Content starts

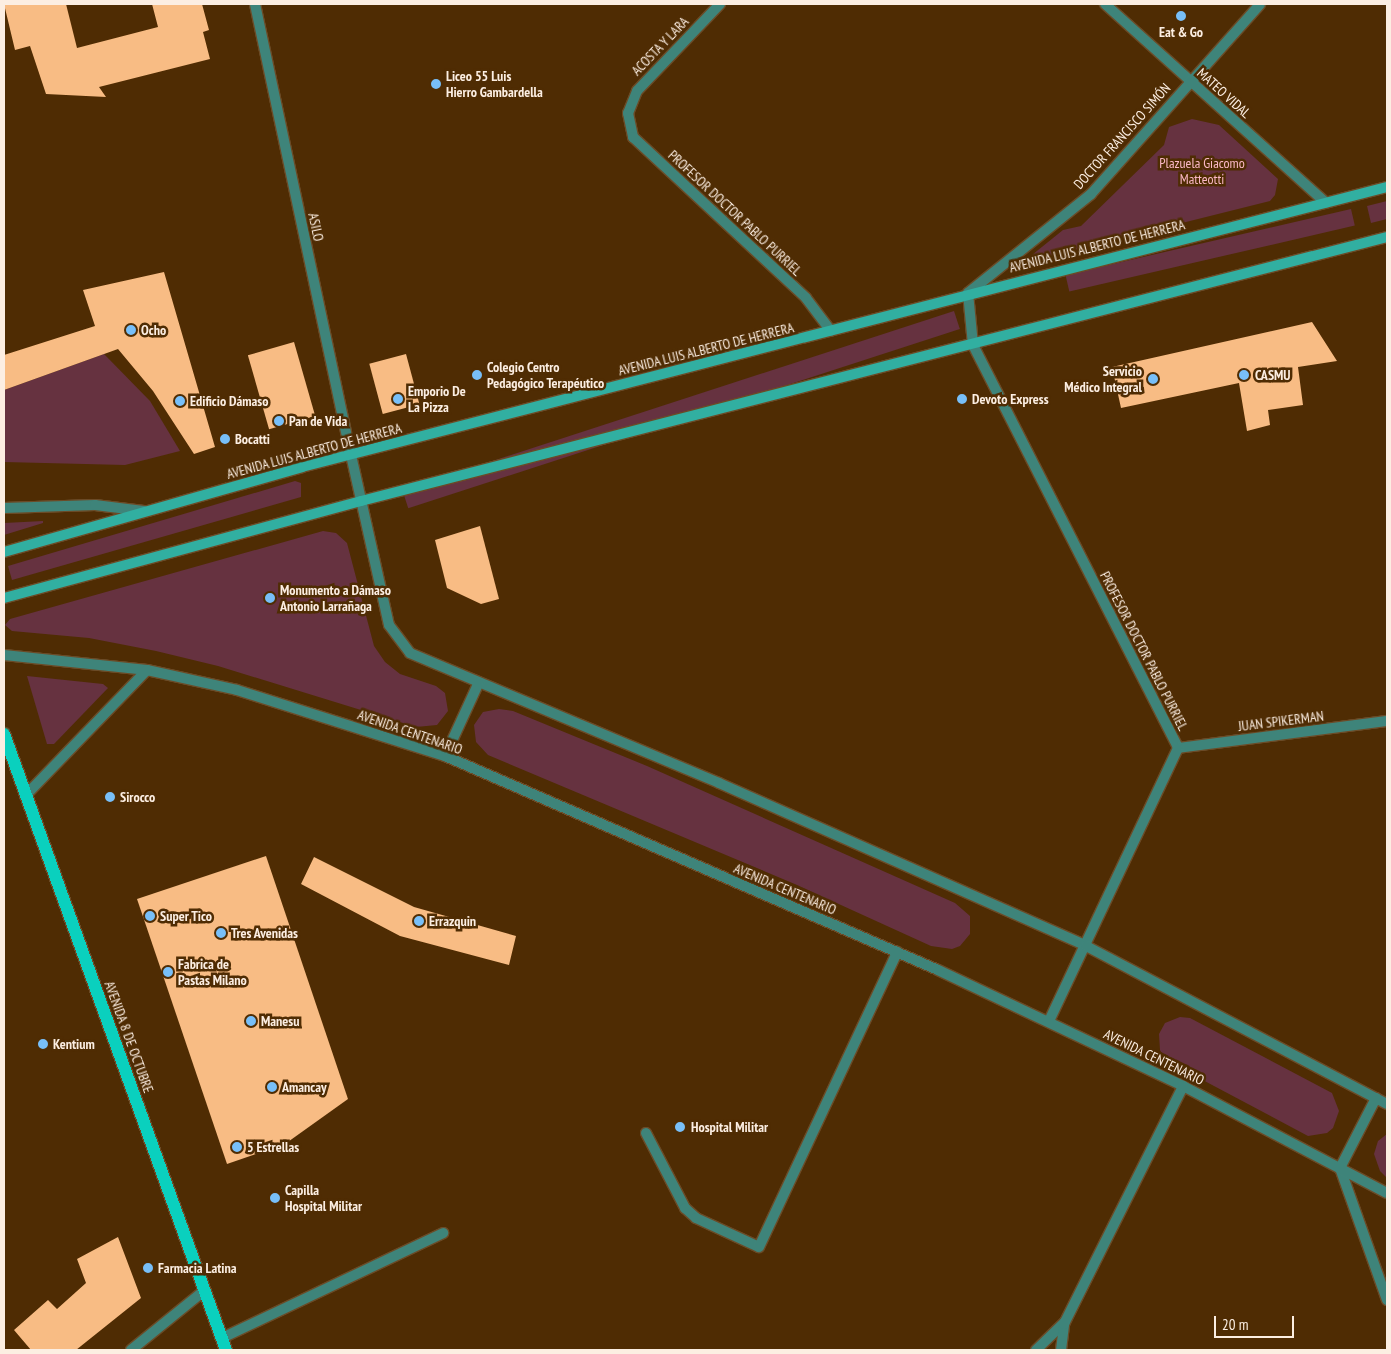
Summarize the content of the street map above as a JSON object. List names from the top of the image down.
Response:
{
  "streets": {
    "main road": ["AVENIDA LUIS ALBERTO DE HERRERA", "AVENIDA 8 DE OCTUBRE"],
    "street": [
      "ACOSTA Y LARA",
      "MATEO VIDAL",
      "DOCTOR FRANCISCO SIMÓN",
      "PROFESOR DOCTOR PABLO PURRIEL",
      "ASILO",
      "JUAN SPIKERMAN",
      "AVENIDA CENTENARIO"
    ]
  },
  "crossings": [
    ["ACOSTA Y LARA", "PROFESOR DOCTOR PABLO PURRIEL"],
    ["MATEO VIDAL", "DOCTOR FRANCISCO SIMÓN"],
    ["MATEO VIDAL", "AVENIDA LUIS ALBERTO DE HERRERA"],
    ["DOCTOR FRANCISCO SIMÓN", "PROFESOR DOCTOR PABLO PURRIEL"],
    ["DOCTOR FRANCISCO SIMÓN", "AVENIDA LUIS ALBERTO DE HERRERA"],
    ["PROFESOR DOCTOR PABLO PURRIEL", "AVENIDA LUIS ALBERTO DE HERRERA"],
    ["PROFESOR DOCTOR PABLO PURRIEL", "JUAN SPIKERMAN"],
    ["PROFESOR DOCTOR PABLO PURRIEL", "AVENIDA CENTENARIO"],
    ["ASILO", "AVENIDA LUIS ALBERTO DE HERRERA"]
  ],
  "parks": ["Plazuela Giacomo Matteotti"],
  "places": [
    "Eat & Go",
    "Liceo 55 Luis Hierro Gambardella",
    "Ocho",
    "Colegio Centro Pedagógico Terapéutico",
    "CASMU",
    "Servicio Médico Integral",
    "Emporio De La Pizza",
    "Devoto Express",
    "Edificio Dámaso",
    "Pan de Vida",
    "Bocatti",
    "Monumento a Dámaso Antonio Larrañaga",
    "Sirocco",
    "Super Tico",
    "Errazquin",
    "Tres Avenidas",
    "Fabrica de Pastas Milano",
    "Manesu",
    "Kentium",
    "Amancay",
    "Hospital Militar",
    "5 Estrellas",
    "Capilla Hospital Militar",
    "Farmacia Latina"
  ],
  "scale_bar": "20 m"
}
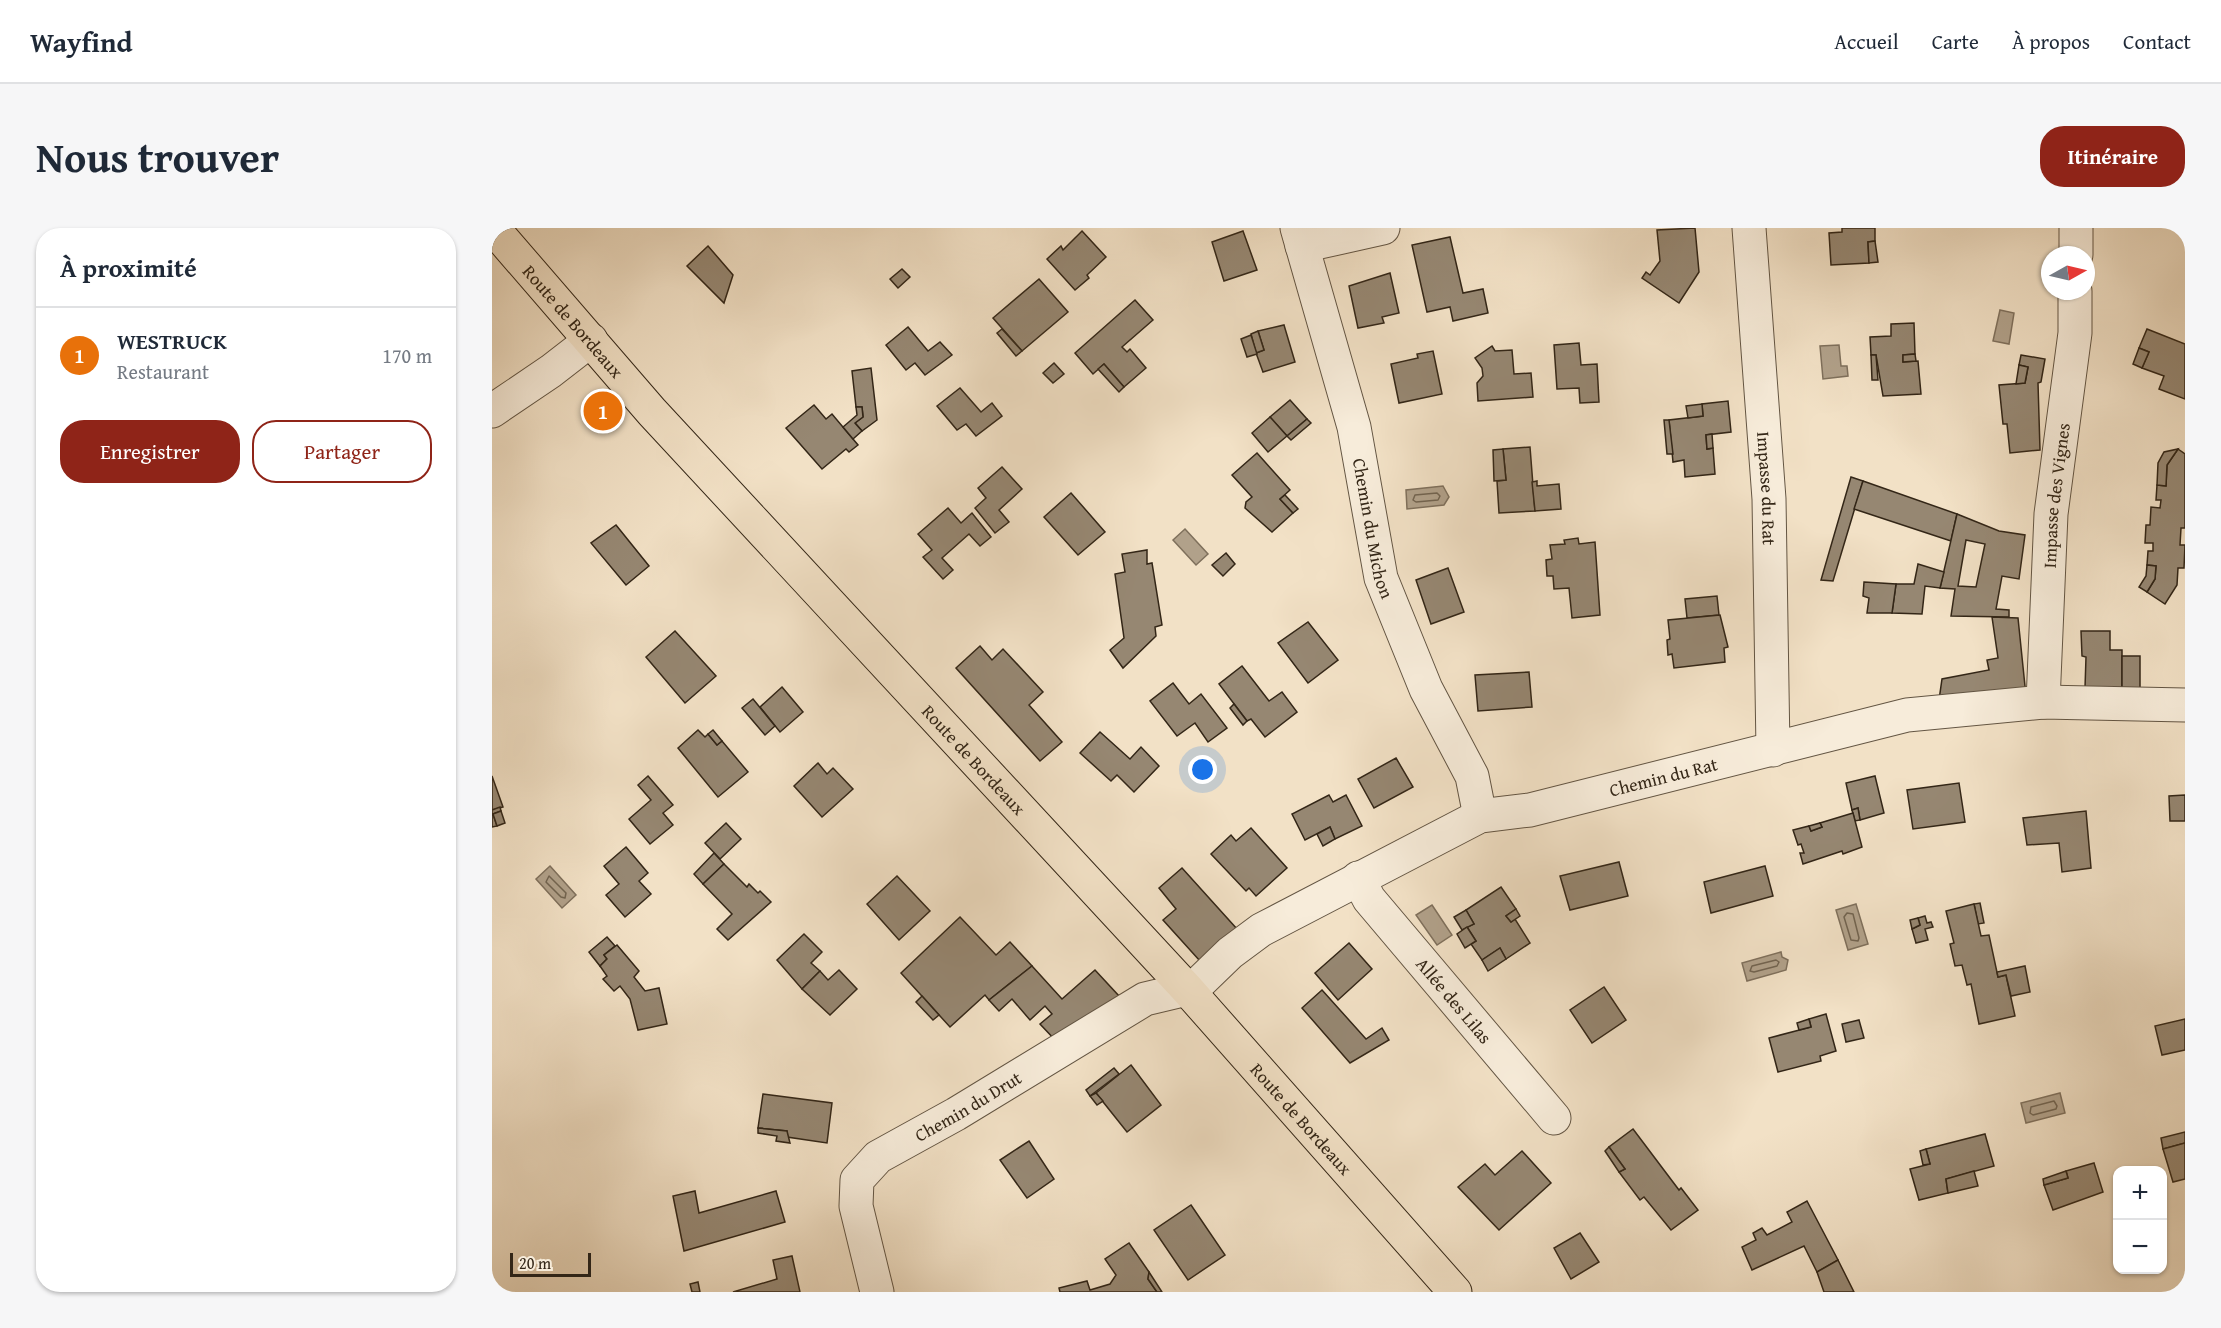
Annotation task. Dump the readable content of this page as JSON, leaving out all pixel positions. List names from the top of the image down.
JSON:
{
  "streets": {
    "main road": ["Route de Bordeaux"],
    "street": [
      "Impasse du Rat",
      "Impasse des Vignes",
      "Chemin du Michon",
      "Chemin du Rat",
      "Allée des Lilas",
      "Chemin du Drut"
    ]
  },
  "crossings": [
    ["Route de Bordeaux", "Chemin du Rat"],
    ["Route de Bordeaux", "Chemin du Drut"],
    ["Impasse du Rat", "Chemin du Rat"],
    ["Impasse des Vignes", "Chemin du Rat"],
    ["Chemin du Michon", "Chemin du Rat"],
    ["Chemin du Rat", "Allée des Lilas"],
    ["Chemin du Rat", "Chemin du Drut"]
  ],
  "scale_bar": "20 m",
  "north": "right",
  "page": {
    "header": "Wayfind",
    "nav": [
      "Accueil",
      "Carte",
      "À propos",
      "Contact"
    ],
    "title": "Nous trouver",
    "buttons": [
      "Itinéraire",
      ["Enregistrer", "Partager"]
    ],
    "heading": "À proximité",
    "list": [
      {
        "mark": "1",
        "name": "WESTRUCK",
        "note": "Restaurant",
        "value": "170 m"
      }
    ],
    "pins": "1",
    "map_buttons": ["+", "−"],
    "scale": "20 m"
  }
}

Content ends

EXERCISE REQUIREMENTS:
From the line containing "Annotation task. Dump" to the final line of the data above, transcribe every line exactly and nothing more.

EXERCISE RESPONSE:
Annotation task. Dump the readable content of this page as JSON, leaving out all pixel positions. List names from the top of the image down.
JSON:
{
  "streets": {
    "main road": ["Route de Bordeaux"],
    "street": [
      "Impasse du Rat",
      "Impasse des Vignes",
      "Chemin du Michon",
      "Chemin du Rat",
      "Allée des Lilas",
      "Chemin du Drut"
    ]
  },
  "crossings": [
    ["Route de Bordeaux", "Chemin du Rat"],
    ["Route de Bordeaux", "Chemin du Drut"],
    ["Impasse du Rat", "Chemin du Rat"],
    ["Impasse des Vignes", "Chemin du Rat"],
    ["Chemin du Michon", "Chemin du Rat"],
    ["Chemin du Rat", "Allée des Lilas"],
    ["Chemin du Rat", "Chemin du Drut"]
  ],
  "scale_bar": "20 m",
  "north": "right",
  "page": {
    "header": "Wayfind",
    "nav": [
      "Accueil",
      "Carte",
      "À propos",
      "Contact"
    ],
    "title": "Nous trouver",
    "buttons": [
      "Itinéraire",
      ["Enregistrer", "Partager"]
    ],
    "heading": "À proximité",
    "list": [
      {
        "mark": "1",
        "name": "WESTRUCK",
        "note": "Restaurant",
        "value": "170 m"
      }
    ],
    "pins": "1",
    "map_buttons": ["+", "−"],
    "scale": "20 m"
  }
}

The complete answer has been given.